→ EXERCISE PROMPT
Give the entries again, exactly as written.

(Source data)

****************************************

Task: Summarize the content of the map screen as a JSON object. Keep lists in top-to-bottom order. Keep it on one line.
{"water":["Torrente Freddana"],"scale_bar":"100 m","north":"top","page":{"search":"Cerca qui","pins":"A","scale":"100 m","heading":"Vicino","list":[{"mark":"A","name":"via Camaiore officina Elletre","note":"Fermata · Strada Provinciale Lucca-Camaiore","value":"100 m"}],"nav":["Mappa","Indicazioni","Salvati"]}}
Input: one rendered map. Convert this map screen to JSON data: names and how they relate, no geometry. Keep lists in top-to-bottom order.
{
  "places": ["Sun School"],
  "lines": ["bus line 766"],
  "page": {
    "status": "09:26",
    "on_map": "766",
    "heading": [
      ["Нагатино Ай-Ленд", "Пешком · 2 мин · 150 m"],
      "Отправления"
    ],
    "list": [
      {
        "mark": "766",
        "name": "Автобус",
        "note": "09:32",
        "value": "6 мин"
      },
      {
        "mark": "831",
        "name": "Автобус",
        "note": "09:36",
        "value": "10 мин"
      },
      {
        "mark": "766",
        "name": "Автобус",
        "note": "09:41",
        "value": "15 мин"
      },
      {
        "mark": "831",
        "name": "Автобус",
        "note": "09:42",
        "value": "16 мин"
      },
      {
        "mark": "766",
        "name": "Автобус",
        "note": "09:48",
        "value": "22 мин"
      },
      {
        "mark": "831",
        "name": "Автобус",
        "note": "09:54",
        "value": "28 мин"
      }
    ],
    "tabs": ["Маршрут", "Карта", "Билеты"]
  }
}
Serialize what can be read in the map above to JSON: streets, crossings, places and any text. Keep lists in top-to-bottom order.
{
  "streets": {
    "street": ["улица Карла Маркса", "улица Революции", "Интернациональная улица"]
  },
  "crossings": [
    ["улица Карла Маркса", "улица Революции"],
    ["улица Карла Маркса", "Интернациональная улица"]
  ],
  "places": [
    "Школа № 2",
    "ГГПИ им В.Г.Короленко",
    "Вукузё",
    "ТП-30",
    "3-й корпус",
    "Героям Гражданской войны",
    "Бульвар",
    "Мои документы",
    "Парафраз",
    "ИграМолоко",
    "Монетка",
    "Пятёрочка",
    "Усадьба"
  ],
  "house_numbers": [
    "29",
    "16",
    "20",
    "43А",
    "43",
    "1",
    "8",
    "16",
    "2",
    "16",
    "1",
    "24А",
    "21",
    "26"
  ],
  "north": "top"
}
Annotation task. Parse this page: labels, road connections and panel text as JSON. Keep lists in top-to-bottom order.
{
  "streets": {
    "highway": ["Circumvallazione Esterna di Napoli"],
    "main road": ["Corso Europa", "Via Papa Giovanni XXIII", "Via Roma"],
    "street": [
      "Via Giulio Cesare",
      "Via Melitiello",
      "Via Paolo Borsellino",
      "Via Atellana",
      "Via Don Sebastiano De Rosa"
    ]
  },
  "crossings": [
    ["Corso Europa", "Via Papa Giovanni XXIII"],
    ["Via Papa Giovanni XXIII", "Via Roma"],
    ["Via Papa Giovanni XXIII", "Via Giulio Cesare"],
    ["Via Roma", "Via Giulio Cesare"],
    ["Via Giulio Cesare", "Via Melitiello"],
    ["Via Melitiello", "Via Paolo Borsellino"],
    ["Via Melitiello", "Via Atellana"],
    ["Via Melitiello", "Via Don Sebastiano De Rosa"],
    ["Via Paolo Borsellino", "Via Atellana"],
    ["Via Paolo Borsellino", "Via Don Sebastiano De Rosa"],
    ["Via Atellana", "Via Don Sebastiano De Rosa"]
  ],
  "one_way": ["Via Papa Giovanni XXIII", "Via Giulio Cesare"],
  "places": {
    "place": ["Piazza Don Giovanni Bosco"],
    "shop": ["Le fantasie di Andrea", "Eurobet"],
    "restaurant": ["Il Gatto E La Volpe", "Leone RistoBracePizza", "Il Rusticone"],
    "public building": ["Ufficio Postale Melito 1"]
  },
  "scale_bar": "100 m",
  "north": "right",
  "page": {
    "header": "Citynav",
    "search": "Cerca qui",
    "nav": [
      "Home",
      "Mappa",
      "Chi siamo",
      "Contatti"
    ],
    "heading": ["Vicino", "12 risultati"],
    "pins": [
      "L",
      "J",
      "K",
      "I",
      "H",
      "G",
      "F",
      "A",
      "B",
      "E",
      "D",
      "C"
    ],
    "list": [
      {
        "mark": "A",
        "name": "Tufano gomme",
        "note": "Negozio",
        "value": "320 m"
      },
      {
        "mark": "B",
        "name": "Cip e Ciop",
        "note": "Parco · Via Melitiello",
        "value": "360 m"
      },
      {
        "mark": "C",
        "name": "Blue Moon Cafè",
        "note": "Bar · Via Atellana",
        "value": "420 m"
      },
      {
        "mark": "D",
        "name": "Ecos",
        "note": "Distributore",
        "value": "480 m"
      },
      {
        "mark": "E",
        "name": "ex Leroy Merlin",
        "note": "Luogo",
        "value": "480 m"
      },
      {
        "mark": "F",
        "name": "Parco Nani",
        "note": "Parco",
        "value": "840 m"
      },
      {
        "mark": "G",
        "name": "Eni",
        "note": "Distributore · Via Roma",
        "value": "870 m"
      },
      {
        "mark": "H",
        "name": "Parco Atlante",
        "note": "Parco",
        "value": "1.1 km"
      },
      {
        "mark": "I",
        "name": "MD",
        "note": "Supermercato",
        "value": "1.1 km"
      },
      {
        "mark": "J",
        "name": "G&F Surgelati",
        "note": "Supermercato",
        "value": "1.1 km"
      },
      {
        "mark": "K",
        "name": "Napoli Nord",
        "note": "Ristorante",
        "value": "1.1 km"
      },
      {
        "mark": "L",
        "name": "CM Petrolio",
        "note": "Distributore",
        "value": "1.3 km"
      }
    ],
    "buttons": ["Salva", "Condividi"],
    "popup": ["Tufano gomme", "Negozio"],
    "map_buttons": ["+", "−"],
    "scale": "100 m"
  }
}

****************************************

→ SOLUTION TO THIS TASK
Task: Summarize the content of the map screen as a JSON object. Keep lists in top-to-bottom order. Keep it on one line.
{"water":["Torrente Freddana"],"scale_bar":"100 m","north":"top","page":{"search":"Cerca qui","pins":"A","scale":"100 m","heading":"Vicino","list":[{"mark":"A","name":"via Camaiore officina Elletre","note":"Fermata · Strada Provinciale Lucca-Camaiore","value":"100 m"}],"nav":["Mappa","Indicazioni","Salvati"]}}
Input: one rendered map. Convert this map screen to JSON data: names and how they relate, no geometry. Keep lists in top-to-bottom order.
{
  "places": ["Sun School"],
  "lines": ["bus line 766"],
  "page": {
    "status": "09:26",
    "on_map": "766",
    "heading": [
      ["Нагатино Ай-Ленд", "Пешком · 2 мин · 150 m"],
      "Отправления"
    ],
    "list": [
      {
        "mark": "766",
        "name": "Автобус",
        "note": "09:32",
        "value": "6 мин"
      },
      {
        "mark": "831",
        "name": "Автобус",
        "note": "09:36",
        "value": "10 мин"
      },
      {
        "mark": "766",
        "name": "Автобус",
        "note": "09:41",
        "value": "15 мин"
      },
      {
        "mark": "831",
        "name": "Автобус",
        "note": "09:42",
        "value": "16 мин"
      },
      {
        "mark": "766",
        "name": "Автобус",
        "note": "09:48",
        "value": "22 мин"
      },
      {
        "mark": "831",
        "name": "Автобус",
        "note": "09:54",
        "value": "28 мин"
      }
    ],
    "tabs": ["Маршрут", "Карта", "Билеты"]
  }
}
Serialize what can be read in the map above to JSON: streets, crossings, places and any text. Keep lists in top-to-bottom order.
{
  "streets": {
    "street": ["улица Карла Маркса", "улица Революции", "Интернациональная улица"]
  },
  "crossings": [
    ["улица Карла Маркса", "улица Революции"],
    ["улица Карла Маркса", "Интернациональная улица"]
  ],
  "places": [
    "Школа № 2",
    "ГГПИ им В.Г.Короленко",
    "Вукузё",
    "ТП-30",
    "3-й корпус",
    "Героям Гражданской войны",
    "Бульвар",
    "Мои документы",
    "Парафраз",
    "ИграМолоко",
    "Монетка",
    "Пятёрочка",
    "Усадьба"
  ],
  "house_numbers": [
    "29",
    "16",
    "20",
    "43А",
    "43",
    "1",
    "8",
    "16",
    "2",
    "16",
    "1",
    "24А",
    "21",
    "26"
  ],
  "north": "top"
}
Annotation task. Parse this page: labels, road connections and panel text as JSON. Keep lists in top-to-bottom order.
{
  "streets": {
    "highway": ["Circumvallazione Esterna di Napoli"],
    "main road": ["Corso Europa", "Via Papa Giovanni XXIII", "Via Roma"],
    "street": [
      "Via Giulio Cesare",
      "Via Melitiello",
      "Via Paolo Borsellino",
      "Via Atellana",
      "Via Don Sebastiano De Rosa"
    ]
  },
  "crossings": [
    ["Corso Europa", "Via Papa Giovanni XXIII"],
    ["Via Papa Giovanni XXIII", "Via Roma"],
    ["Via Papa Giovanni XXIII", "Via Giulio Cesare"],
    ["Via Roma", "Via Giulio Cesare"],
    ["Via Giulio Cesare", "Via Melitiello"],
    ["Via Melitiello", "Via Paolo Borsellino"],
    ["Via Melitiello", "Via Atellana"],
    ["Via Melitiello", "Via Don Sebastiano De Rosa"],
    ["Via Paolo Borsellino", "Via Atellana"],
    ["Via Paolo Borsellino", "Via Don Sebastiano De Rosa"],
    ["Via Atellana", "Via Don Sebastiano De Rosa"]
  ],
  "one_way": ["Via Papa Giovanni XXIII", "Via Giulio Cesare"],
  "places": {
    "place": ["Piazza Don Giovanni Bosco"],
    "shop": ["Le fantasie di Andrea", "Eurobet"],
    "restaurant": ["Il Gatto E La Volpe", "Leone RistoBracePizza", "Il Rusticone"],
    "public building": ["Ufficio Postale Melito 1"]
  },
  "scale_bar": "100 m",
  "north": "right",
  "page": {
    "header": "Citynav",
    "search": "Cerca qui",
    "nav": [
      "Home",
      "Mappa",
      "Chi siamo",
      "Contatti"
    ],
    "heading": ["Vicino", "12 risultati"],
    "pins": [
      "L",
      "J",
      "K",
      "I",
      "H",
      "G",
      "F",
      "A",
      "B",
      "E",
      "D",
      "C"
    ],
    "list": [
      {
        "mark": "A",
        "name": "Tufano gomme",
        "note": "Negozio",
        "value": "320 m"
      },
      {
        "mark": "B",
        "name": "Cip e Ciop",
        "note": "Parco · Via Melitiello",
        "value": "360 m"
      },
      {
        "mark": "C",
        "name": "Blue Moon Cafè",
        "note": "Bar · Via Atellana",
        "value": "420 m"
      },
      {
        "mark": "D",
        "name": "Ecos",
        "note": "Distributore",
        "value": "480 m"
      },
      {
        "mark": "E",
        "name": "ex Leroy Merlin",
        "note": "Luogo",
        "value": "480 m"
      },
      {
        "mark": "F",
        "name": "Parco Nani",
        "note": "Parco",
        "value": "840 m"
      },
      {
        "mark": "G",
        "name": "Eni",
        "note": "Distributore · Via Roma",
        "value": "870 m"
      },
      {
        "mark": "H",
        "name": "Parco Atlante",
        "note": "Parco",
        "value": "1.1 km"
      },
      {
        "mark": "I",
        "name": "MD",
        "note": "Supermercato",
        "value": "1.1 km"
      },
      {
        "mark": "J",
        "name": "G&F Surgelati",
        "note": "Supermercato",
        "value": "1.1 km"
      },
      {
        "mark": "K",
        "name": "Napoli Nord",
        "note": "Ristorante",
        "value": "1.1 km"
      },
      {
        "mark": "L",
        "name": "CM Petrolio",
        "note": "Distributore",
        "value": "1.3 km"
      }
    ],
    "buttons": ["Salva", "Condividi"],
    "popup": ["Tufano gomme", "Negozio"],
    "map_buttons": ["+", "−"],
    "scale": "100 m"
  }
}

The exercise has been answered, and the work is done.